▸ PROBLEM: Restate each record word for word, omitting whatever pictures it holds.

▸ RECORDS SHOWN:
- - - -
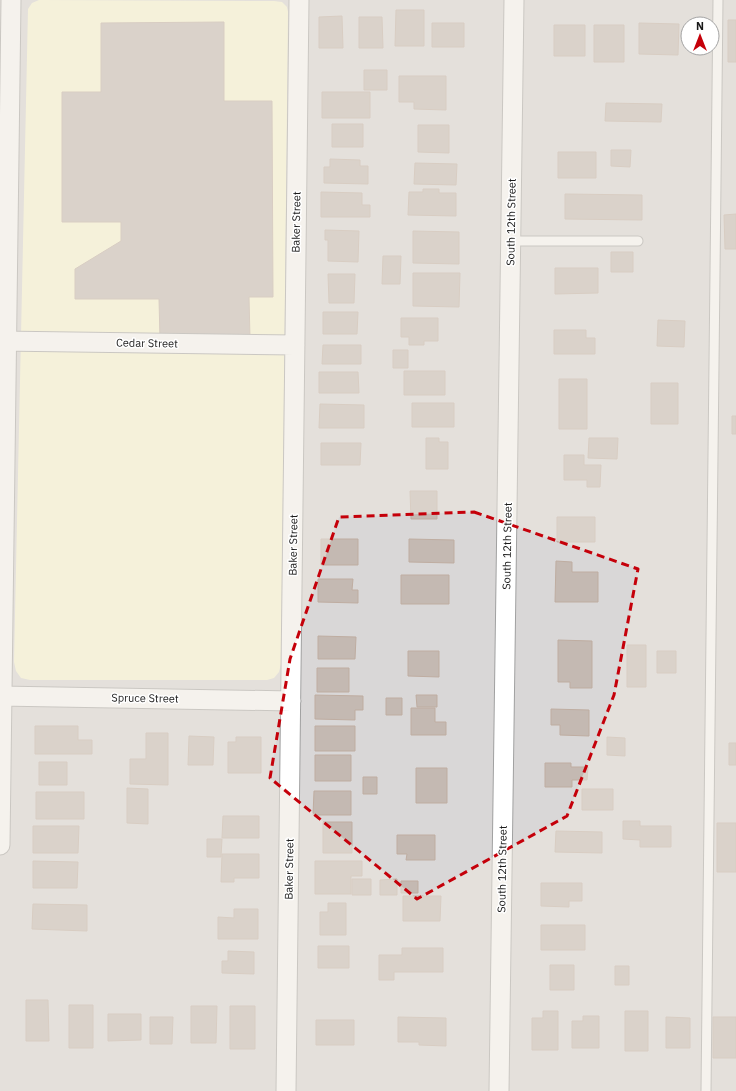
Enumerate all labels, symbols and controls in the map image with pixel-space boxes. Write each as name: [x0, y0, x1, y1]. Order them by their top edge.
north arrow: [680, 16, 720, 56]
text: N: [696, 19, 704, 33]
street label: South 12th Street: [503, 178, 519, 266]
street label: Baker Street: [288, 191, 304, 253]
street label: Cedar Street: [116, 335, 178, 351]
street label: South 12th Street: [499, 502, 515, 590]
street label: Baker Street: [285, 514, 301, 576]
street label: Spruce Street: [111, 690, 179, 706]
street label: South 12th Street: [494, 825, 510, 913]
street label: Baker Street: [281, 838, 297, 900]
- - - -
▸ THE ANSWER:
Enumerate all labels, symbols and controls in the map image with pixel-space boxes. Write each as name: [x0, y0, x1, y1]. Order them by their top edge.
north arrow: [680, 16, 720, 56]
text: N: [696, 19, 704, 33]
street label: South 12th Street: [503, 178, 519, 266]
street label: Baker Street: [288, 191, 304, 253]
street label: Cedar Street: [116, 335, 178, 351]
street label: South 12th Street: [499, 502, 515, 590]
street label: Baker Street: [285, 514, 301, 576]
street label: Spruce Street: [111, 690, 179, 706]
street label: South 12th Street: [494, 825, 510, 913]
street label: Baker Street: [281, 838, 297, 900]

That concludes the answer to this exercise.